Fears of AIDS seen fuelling S.Africa obesity rise
Obesity is on the rise among black women in South Africa, possibly in part due to fears of looking like an AIDS patient, a top health expert on Friday.
Tessa van der Merwe of the International Association for the Study of Obesity said around one in three black South African women is now seriously overweight as new factors bolster a traditional sense in the black community that big is beautiful.
“Regretfully, there is also a perception that if a black woman is thin, she might have HIV/AIDS or that her husband can’t afford to feed her well,” van der Merwe said in a statement.
South Africa has one of the world’s worst HIV/AIDS caseloads, with an estimated 5 million of its 45 million people infected with the virus. It also has one of the world’s highest rates of violent crime.

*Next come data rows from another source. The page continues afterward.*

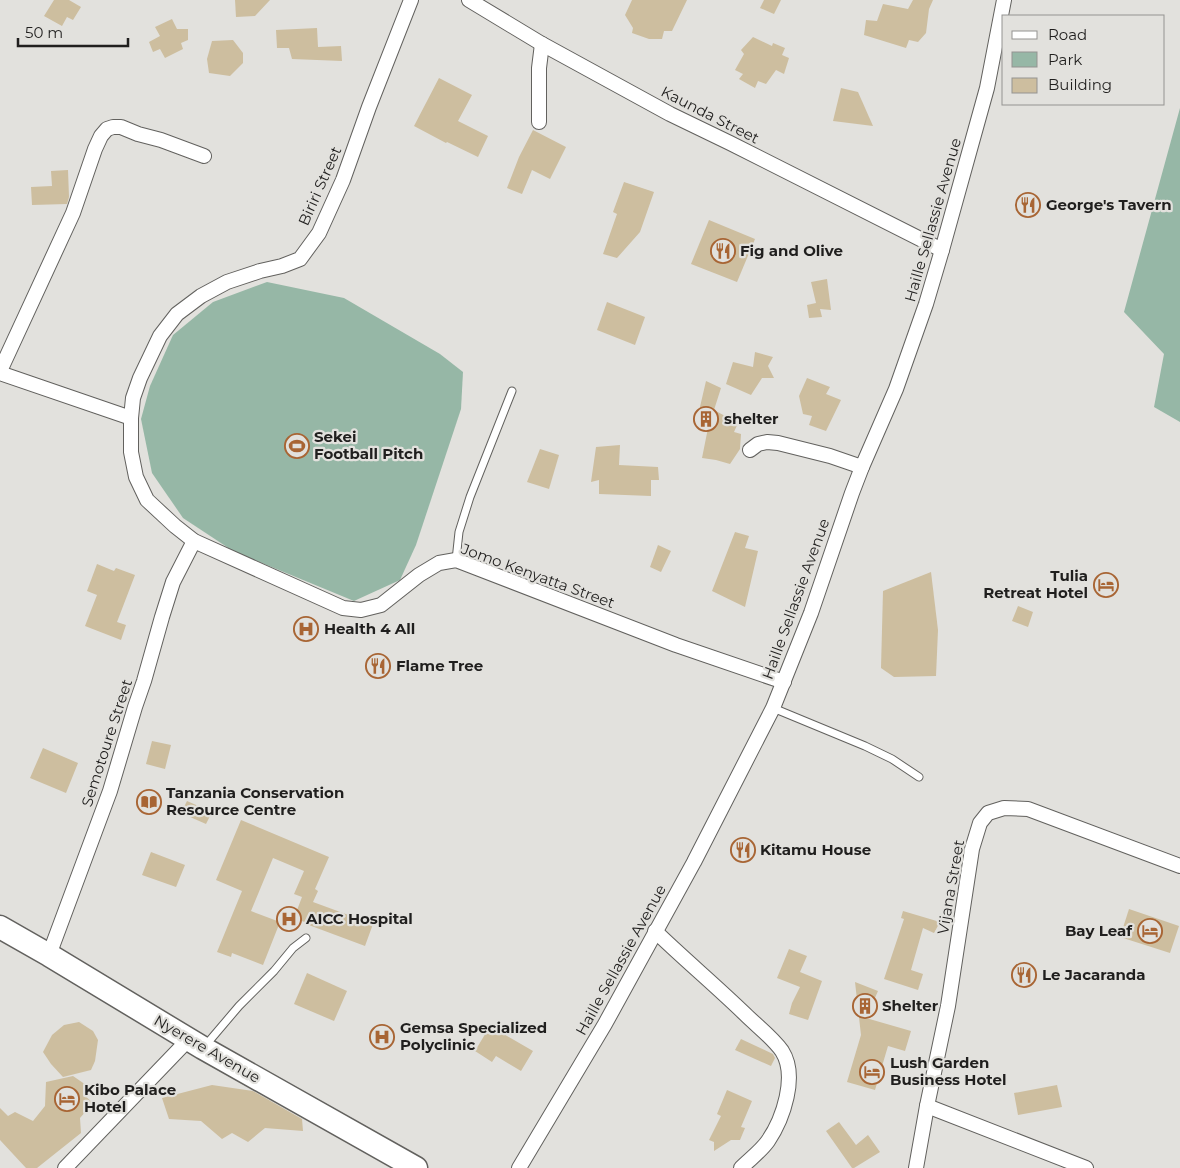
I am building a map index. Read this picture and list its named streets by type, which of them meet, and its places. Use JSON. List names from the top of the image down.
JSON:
{
  "streets": {
    "main road": ["Nyerere Avenue"],
    "street": [
      "Kaunda Street",
      "Biriri Street",
      "Haille Sellassie Avenue",
      "Jomo Kenyatta Street",
      "Semotoure Street",
      "Vijana Street"
    ]
  },
  "crossings": [
    ["Kaunda Street", "Haille Sellassie Avenue"],
    ["Biriri Street", "Jomo Kenyatta Street"],
    ["Haille Sellassie Avenue", "Jomo Kenyatta Street"],
    ["Jomo Kenyatta Street", "Semotoure Street"],
    ["Semotoure Street", "Nyerere Avenue"]
  ],
  "places": {
    "restaurant": [
      "George's Tavern",
      "Fig and Olive",
      "Flame Tree",
      "Kitamu House",
      "Le Jacaranda"
    ],
    "building": ["shelter", "Shelter"],
    "sports": ["Sekei Football Pitch"],
    "hotel": [
      "Tulia Retreat Hotel",
      "Bay Leaf",
      "Lush Garden Business Hotel",
      "Kibo Palace Hotel"
    ],
    "hospital": ["Health 4 All", "AICC Hospital", "Gemsa Specialized Polyclinic"],
    "library": ["Tanzania Conservation Resource Centre"]
  },
  "legend": ["Road", "Park", "Building"],
  "scale_bar": "50 m"
}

Studies show that South Africa has weight problems across all race groups, with half of women and one third of men overweight. Those levels are just 20 percent lower than in the United States, regarded by many as the world’s fattest country.
But black women are the most seriously effected and 30 percent are now clinically obese, van der Merwe said, adding that for many regular, high-intensity exercise routines were not part of the picture.
“There is the reality - it simply isn’t safe to walk around,” the researcher said.
“We should be convincing black women that weight loss has a markedly helpful effect on health,” she said, noting a traditional fatty diet among black women.
Van der Merwe, who heads South Africa’s first obesity clinic and addressed a major gastroentorology congress in South Africa this week, said rising obesity was causing health problems such as heart disease, hypertension and diabetes.
“When being overweight is seen as a sign of health and wealth, it is extremely difficult to change this perception,” van der Merwe said.